The Evolution of Tandem Arrays

Tandem arrays of amplified genes, first characterized on a genome-wide scale in A. thaliana (Arabidopsis Genome Initiative, 2000), are a common feature of plant genomes. A mechanism involving homologous recombination and unequal crossing over can account for the amplification and reduction of arrays at disease resistance loci (Michelmore and Meyers, 1998; Noel et al., 1999).
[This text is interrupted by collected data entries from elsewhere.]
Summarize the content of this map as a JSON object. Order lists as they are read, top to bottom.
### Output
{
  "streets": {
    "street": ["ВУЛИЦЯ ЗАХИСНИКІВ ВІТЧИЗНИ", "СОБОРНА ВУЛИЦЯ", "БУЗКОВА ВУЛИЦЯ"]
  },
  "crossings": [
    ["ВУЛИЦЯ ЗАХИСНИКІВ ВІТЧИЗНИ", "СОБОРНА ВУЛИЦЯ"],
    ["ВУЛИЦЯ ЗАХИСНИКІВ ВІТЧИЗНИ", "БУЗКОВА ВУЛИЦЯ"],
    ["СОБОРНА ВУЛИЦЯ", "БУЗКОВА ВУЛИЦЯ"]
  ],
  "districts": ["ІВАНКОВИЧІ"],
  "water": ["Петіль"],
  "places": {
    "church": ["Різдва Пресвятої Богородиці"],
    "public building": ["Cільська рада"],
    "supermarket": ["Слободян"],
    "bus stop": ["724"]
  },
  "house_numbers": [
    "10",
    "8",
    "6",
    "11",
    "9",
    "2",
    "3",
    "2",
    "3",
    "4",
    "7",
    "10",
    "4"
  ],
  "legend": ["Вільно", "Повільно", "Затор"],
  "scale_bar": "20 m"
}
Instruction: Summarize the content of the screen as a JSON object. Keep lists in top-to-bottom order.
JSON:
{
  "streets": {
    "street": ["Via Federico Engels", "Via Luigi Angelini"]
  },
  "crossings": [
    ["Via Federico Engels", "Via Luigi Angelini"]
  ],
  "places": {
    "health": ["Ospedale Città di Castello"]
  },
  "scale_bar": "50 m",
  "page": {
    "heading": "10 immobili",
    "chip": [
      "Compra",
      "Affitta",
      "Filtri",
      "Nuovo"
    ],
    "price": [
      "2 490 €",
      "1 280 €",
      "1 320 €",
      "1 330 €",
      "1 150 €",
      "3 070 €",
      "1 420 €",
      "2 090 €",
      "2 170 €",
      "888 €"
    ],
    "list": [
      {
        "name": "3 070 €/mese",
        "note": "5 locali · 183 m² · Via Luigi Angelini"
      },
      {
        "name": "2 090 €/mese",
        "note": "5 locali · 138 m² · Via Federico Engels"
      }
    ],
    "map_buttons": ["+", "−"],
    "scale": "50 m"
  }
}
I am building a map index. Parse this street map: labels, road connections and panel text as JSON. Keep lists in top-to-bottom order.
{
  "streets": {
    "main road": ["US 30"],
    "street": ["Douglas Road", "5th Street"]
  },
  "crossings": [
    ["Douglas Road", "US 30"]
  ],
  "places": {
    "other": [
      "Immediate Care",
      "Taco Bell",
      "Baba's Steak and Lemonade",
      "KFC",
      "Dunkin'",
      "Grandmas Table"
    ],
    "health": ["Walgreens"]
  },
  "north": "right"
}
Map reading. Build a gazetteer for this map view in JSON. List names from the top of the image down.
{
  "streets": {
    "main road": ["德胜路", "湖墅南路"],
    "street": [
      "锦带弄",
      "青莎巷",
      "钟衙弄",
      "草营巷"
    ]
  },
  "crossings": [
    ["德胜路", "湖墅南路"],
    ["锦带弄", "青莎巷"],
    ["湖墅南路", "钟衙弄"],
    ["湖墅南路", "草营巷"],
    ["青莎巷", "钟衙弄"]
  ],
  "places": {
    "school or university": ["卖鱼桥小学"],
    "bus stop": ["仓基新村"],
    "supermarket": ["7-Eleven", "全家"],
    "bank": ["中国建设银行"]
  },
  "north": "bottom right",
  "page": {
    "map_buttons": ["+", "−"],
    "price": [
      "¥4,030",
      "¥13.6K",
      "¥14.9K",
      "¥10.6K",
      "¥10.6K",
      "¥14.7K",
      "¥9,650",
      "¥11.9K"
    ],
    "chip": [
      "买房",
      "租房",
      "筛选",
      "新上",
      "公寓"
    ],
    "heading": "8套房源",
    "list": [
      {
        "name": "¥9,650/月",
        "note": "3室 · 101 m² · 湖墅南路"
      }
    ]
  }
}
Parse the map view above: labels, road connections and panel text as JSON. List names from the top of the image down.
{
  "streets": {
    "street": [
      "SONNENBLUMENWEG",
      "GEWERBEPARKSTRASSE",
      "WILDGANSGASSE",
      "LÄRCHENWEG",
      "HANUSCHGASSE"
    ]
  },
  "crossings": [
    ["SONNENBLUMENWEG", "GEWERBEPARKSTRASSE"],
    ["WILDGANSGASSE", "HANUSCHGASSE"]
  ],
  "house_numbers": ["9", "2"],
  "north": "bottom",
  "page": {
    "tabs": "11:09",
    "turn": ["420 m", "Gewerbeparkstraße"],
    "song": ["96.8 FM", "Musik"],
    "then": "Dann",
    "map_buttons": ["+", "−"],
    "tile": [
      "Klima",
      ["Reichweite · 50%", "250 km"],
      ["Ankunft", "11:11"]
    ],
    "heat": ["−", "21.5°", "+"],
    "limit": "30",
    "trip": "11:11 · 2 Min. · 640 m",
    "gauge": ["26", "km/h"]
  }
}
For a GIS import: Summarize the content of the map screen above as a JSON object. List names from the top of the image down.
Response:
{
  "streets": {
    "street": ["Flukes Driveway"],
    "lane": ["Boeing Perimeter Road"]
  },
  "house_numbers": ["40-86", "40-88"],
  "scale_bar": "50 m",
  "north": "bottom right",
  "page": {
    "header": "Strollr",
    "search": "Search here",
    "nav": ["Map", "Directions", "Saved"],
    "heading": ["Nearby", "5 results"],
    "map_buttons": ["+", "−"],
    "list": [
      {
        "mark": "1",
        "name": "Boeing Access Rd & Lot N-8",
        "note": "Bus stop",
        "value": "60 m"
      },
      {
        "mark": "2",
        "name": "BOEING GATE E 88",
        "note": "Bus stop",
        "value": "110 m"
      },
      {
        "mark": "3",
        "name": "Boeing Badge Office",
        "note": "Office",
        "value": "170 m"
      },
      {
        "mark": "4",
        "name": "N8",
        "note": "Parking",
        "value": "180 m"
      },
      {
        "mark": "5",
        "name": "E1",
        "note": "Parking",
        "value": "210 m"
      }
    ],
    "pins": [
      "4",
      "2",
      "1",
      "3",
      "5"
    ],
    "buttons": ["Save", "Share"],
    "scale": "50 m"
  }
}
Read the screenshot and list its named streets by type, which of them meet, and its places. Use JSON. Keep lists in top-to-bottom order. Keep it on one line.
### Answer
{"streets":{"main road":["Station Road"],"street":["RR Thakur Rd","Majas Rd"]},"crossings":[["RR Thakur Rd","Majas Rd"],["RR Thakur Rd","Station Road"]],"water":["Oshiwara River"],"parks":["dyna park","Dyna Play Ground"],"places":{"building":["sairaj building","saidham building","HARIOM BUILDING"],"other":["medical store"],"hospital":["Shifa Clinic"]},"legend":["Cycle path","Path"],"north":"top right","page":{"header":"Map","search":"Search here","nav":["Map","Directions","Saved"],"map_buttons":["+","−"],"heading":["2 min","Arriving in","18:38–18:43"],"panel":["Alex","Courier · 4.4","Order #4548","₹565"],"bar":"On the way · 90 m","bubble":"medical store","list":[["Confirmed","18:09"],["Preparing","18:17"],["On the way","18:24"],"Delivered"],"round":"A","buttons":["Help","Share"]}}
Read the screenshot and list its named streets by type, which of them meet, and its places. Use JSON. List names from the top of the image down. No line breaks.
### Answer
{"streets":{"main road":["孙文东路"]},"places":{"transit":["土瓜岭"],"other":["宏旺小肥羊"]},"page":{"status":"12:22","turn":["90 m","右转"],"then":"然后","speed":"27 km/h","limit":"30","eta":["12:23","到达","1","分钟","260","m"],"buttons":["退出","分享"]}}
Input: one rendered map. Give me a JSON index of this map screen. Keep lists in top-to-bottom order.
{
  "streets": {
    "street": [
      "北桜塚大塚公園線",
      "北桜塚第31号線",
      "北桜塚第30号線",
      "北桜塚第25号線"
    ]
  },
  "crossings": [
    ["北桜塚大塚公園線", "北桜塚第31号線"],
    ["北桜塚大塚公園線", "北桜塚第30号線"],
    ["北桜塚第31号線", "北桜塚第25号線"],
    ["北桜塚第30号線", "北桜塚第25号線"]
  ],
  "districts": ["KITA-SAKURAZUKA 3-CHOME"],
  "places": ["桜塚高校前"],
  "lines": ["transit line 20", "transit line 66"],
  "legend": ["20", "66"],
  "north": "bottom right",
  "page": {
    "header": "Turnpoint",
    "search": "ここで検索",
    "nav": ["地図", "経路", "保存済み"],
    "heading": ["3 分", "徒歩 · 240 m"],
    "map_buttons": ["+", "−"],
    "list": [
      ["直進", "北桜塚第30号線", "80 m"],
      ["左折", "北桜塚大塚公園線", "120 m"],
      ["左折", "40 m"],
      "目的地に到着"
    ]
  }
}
Comparative analysis has enabled the identification of numerous examples of the formation/loss of tandem arrays in the Brassica and Arabidopsis lineages. In A. thaliana, we have identified a putative example of gene loss and reamplification of a three-gene tandem array. However, tandem arrays can also be very stable; for example, we identified a tandem duplication event in A. thaliana that predates the α genome duplication. The greater stability of this array may be a consequence of it being an inverted duplication rather than a parallel duplication, and thus being less susceptible to rearrangement by unequal crossing over.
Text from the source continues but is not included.